A solid step in the right direction for the labor market
This morning’s release of the December 2011 employment situation report, which marked four years since the official start of the recession in December 2007, capped off 2011 on a positive note. Both the establishment survey and the household survey showed improvement — the labor market added 200,000 jobs, hours and wages were up, unemployment ticked down, underemployment dropped, and the duration of unemployment spells declined. This is a step in the right direction. However, it is important to note the context: the jobs deficit left from losses in 2008/2009 remains well over 10 million jobs; even at December’s growth rate, it would still take about seven more years — until around 2019 — to fill the gap and get back to the pre-recession unemployment rate. We need reports this strong and stronger for many years to come to bring our labor market back to health.
A New Year Highlights the Tasks Ahead
Every New Year, millions of people reflect on the mistakes and triumphs of the past year to help govern and improve the next one. Likewise, while not unfettered from the past few years of economic turmoil, 2012 gives the nation the opportunity to learn from last year’s errors and to renew our hope in a fairer society that works for America’s families.
With most forecasts predicting another year of slow economic growth and a sustained weakened labor market, EPI’s mission to promote just economic policies that empower America’s workers remains ever critical.
Though just a few days into 2012, EPI’s research has already yielded substantial results. EPI’s research on the positive effects of raising the minimum wage provided proponents across the nation with pivotal support. As a result, eight states automatically increased their minimum wages on January 1, 2012 to keep up with rising costs of living.
The New York Times noted EPI’s research in the editorial, “Falling Behind,” in Monday’s paper, January 2, 2012:
Researchers at the Economic Policy Institute have shown that the increase in wages from a higher minimum is greater than any wage decreases because of fewer hours worked. At a time of increasing inequality, America’s low-wage workers need a raise.
Numerous other top news outlets have praised these eight state governments for recognizing the need to increase their minimum wages and cited EPI’s contributions, including Reuters, Christian Science Monitor, NPR, and an additional piece in The New York Times.

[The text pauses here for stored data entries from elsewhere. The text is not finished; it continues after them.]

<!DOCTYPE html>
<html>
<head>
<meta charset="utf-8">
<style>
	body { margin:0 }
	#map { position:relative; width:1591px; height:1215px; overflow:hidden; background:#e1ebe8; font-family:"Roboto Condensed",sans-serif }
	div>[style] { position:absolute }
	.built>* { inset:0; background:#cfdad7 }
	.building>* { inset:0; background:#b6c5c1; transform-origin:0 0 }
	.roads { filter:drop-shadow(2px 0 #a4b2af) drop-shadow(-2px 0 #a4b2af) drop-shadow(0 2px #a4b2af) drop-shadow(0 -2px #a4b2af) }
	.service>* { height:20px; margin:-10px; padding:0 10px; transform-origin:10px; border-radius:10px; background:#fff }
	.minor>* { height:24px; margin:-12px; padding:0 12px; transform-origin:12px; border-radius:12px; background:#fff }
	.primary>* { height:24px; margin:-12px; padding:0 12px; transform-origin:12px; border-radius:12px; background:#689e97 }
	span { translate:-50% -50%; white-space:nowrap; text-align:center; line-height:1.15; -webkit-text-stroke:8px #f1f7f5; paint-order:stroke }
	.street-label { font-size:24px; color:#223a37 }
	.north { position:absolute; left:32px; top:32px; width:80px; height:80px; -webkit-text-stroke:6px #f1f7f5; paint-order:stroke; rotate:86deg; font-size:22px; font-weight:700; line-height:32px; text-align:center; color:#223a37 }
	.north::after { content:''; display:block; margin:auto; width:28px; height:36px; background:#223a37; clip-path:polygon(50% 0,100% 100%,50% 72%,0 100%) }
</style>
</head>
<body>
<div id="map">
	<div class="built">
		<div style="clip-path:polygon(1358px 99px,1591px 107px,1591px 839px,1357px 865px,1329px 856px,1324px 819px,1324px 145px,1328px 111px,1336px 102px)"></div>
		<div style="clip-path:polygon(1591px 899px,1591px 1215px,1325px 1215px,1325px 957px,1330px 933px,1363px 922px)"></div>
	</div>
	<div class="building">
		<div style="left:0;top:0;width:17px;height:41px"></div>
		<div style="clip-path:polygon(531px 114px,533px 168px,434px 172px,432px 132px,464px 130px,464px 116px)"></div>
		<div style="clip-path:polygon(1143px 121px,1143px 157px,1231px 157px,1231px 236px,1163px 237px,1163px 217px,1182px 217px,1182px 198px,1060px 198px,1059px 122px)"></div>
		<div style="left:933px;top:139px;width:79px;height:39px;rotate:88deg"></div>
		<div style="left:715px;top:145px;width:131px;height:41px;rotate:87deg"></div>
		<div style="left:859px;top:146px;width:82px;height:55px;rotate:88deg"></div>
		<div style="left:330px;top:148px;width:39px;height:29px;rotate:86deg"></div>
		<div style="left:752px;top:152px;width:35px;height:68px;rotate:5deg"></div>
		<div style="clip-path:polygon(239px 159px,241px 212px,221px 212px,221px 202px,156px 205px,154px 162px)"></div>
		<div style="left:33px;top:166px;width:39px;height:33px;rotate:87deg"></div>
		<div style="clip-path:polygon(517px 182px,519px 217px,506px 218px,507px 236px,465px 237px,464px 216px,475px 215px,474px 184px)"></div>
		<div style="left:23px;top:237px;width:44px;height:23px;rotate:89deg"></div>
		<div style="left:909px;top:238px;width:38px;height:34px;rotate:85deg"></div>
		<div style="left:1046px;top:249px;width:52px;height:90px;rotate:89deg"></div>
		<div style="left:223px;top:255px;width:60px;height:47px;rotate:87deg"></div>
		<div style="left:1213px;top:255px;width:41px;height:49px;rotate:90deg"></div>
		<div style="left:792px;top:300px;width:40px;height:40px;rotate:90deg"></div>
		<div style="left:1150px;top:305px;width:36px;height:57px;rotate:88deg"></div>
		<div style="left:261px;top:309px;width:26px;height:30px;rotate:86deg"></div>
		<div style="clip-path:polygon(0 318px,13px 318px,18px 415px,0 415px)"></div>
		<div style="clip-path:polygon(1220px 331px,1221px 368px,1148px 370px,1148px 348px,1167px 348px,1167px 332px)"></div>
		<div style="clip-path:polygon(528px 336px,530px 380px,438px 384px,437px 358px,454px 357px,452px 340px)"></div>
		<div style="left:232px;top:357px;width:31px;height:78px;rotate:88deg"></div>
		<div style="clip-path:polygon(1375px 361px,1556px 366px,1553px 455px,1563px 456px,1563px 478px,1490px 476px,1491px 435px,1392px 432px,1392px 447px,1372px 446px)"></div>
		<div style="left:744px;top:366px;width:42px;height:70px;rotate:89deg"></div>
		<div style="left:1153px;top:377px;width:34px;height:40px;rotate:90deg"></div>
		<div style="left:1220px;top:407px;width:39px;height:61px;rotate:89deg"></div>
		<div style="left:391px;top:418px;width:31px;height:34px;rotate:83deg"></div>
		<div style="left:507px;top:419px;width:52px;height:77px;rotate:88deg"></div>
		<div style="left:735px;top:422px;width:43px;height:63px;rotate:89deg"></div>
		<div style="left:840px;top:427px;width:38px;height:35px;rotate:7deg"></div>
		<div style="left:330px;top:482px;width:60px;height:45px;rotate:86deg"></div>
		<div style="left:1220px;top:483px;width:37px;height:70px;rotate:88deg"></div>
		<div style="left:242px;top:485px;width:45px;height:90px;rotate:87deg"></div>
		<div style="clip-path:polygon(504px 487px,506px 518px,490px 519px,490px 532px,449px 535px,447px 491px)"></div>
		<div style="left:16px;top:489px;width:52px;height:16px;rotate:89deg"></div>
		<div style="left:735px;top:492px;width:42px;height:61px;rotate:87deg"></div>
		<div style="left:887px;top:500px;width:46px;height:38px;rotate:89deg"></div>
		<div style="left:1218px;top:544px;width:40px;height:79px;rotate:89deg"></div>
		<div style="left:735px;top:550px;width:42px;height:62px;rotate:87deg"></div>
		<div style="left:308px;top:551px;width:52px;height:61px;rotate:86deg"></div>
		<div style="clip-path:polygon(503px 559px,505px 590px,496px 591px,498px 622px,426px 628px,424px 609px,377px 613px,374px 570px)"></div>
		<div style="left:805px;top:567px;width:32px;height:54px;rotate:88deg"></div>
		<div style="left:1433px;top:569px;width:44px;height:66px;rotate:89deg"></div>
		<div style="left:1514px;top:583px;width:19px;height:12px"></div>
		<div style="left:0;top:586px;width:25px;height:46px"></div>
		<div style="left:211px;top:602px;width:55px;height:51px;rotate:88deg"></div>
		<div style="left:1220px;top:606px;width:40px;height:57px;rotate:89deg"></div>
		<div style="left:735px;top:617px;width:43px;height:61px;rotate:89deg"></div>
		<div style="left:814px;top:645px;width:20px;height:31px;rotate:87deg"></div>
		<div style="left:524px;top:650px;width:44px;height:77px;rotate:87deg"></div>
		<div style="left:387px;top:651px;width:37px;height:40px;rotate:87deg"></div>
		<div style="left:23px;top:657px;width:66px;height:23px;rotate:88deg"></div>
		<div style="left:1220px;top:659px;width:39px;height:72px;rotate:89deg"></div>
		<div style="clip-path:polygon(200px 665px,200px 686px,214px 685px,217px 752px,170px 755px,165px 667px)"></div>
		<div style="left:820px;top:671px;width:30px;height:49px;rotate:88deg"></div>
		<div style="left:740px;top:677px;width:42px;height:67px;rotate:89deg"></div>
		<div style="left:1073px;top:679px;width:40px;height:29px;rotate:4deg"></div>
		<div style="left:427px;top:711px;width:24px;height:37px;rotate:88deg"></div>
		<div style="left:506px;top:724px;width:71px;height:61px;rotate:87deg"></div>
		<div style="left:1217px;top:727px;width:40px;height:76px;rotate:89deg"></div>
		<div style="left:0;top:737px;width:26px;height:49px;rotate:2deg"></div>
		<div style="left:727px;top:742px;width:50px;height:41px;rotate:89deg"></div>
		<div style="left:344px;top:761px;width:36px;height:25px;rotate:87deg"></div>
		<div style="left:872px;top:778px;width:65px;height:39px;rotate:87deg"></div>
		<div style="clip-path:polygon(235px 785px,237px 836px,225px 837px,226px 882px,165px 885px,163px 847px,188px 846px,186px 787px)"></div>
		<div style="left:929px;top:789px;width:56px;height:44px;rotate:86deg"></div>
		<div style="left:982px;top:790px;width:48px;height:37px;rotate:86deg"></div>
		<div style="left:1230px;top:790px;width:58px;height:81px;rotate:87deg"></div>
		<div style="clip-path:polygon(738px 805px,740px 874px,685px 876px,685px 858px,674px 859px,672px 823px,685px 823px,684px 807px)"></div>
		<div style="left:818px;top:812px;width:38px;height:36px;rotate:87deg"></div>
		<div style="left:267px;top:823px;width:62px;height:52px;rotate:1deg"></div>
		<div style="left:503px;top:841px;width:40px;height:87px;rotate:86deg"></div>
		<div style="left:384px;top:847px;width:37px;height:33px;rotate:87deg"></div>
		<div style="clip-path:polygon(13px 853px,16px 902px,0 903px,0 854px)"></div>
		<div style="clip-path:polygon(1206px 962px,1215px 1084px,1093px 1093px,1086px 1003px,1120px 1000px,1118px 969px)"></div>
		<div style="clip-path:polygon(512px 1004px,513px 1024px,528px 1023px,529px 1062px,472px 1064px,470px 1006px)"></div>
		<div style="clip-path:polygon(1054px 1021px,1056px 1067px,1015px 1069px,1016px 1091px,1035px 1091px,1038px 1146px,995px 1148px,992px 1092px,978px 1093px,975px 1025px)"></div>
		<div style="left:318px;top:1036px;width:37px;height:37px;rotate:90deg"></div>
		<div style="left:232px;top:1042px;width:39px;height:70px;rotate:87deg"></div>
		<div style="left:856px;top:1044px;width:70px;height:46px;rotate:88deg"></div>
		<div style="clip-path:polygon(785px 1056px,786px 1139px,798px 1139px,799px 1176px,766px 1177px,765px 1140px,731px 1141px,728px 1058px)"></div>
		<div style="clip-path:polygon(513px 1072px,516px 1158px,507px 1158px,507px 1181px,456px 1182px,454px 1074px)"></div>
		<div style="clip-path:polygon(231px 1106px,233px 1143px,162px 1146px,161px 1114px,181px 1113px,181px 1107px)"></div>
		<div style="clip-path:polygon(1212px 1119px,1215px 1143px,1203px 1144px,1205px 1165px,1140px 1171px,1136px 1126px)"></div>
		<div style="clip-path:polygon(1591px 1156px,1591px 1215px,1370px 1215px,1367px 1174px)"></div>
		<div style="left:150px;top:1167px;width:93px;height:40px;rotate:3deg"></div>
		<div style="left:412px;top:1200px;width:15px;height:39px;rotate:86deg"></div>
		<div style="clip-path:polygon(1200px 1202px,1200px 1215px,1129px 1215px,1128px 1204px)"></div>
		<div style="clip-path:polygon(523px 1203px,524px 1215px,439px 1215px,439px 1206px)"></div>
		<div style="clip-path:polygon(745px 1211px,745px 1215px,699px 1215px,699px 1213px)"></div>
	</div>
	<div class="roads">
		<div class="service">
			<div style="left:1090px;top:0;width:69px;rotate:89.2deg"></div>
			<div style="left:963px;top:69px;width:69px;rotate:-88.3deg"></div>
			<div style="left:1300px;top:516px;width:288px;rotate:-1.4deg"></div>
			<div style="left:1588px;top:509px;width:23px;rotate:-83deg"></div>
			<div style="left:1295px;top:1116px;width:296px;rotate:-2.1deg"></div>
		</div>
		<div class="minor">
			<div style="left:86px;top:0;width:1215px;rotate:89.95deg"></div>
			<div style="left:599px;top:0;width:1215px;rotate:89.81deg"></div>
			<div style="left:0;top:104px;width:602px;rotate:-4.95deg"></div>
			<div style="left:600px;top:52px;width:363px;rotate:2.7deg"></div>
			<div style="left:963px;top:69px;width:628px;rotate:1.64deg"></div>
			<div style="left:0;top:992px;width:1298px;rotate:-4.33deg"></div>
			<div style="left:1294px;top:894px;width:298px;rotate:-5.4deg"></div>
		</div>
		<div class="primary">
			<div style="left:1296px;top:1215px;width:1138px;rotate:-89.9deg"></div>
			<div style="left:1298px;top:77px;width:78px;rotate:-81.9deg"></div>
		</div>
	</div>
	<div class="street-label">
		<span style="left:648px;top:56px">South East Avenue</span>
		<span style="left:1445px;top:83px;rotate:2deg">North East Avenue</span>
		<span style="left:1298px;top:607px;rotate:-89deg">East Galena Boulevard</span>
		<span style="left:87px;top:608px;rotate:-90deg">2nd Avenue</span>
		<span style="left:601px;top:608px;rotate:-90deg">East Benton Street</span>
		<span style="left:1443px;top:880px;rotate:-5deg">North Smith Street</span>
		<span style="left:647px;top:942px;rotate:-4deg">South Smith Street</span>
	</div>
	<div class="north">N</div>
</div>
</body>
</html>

- From The Christian Science Monitor: The new minimum wage laws, which also took effect Jan. 1 in Arizona, Colorado, Florida, Montana, Ohio, Oregon, and Vermont, will increase paychecks for more than 1 million workers, according to the Economic Policy Institute (EPI).
- And The New York Times: About one million minimum-wage workers will be affected by increases in the eight states, according to the Economic Policy Institute, a liberal research organization. An additional 400,000 workers who make just above minimum wage will also most likely get a raise because many employers adjust their pay distribution for all employees when there is a new minimum.
Most minimum-wage workers are not teenagers
Further demonstrating the benefits of increasing the minimum wage, EPI’s research has shown how it affects a significant number of Americans, not just part-time teenage workers as commonly believed. This week’s Economic Snapshot shows that of the roughly 1.4 million low-wage workers who will benefit from Jan. 1 minimum wage increases in eight states, about 80 percent are at least 20 years old and 78 percent work at least 20 hours per week. The percentage of affected workers who fit the false stereotype of teenage, part-time workers is a mere 12 percent.
Indiana should not adopt right-to-work law
Activists across the nation are relying on EPI’s research that disproves the notion that right-to-work laws stimulate economic growth. In Working hard to make Indiana look bad: The tortured, uphill case for ‘right-to-work,’ EPI research associate Gordon Lafer examines RTW advocates’ claims that a RTW law will raise wages and create jobs in Indiana and explains why a law would actually be more likely to reduce workers’ wages and benefits.
He found RTW laws reduce wages by $1,500 a year, for both union and nonunion workers, and lower the likelihood that union and non-union employees get health care coverage or pensions through their jobs. His studies found that RTW laws have no impact on job growth in states that adopt them.
On Thursday’s episode of The Rachel Maddow Show, Maddow cited Lafer’s research as well as EPI economists Heidi Shierholz and Elise Gould’s paper, The compensation penalty of ‘right-to-work’ laws, explaining that reduced wages occur in states that enact ‘right-to-work’ laws. View the clip.
EPI in the News
Only a week into 2012, EPI’s research has already appeared in over 300 television, print, and radio outlets. In addition to the previously noted articles, some of the highlights include the Pittsburg Tribune-Review, International Business Times, Huffington Post, Daily Kos, and the Los Angeles Times.
- EPI labor economist Heidi Shierholz explained why last month’s lower unemployment rate is not necessarily a cause for optimism to Adam Brandolph of the Pittsburg Tribune-Review. “Job prospects are so bleak that millions of would-be workers have given up looking for work or never began,” Shierholz said.
- And EPI President Lawrence Mishel discussed the dichotomy of corporations experiencing record profits while many Americans are struggling to make ends meet with the Los Angeles Times’ Tom Petruno. “We have an economy that works for corporate America even if it doesn’t work for anybody else,” said Lawrence Mishel.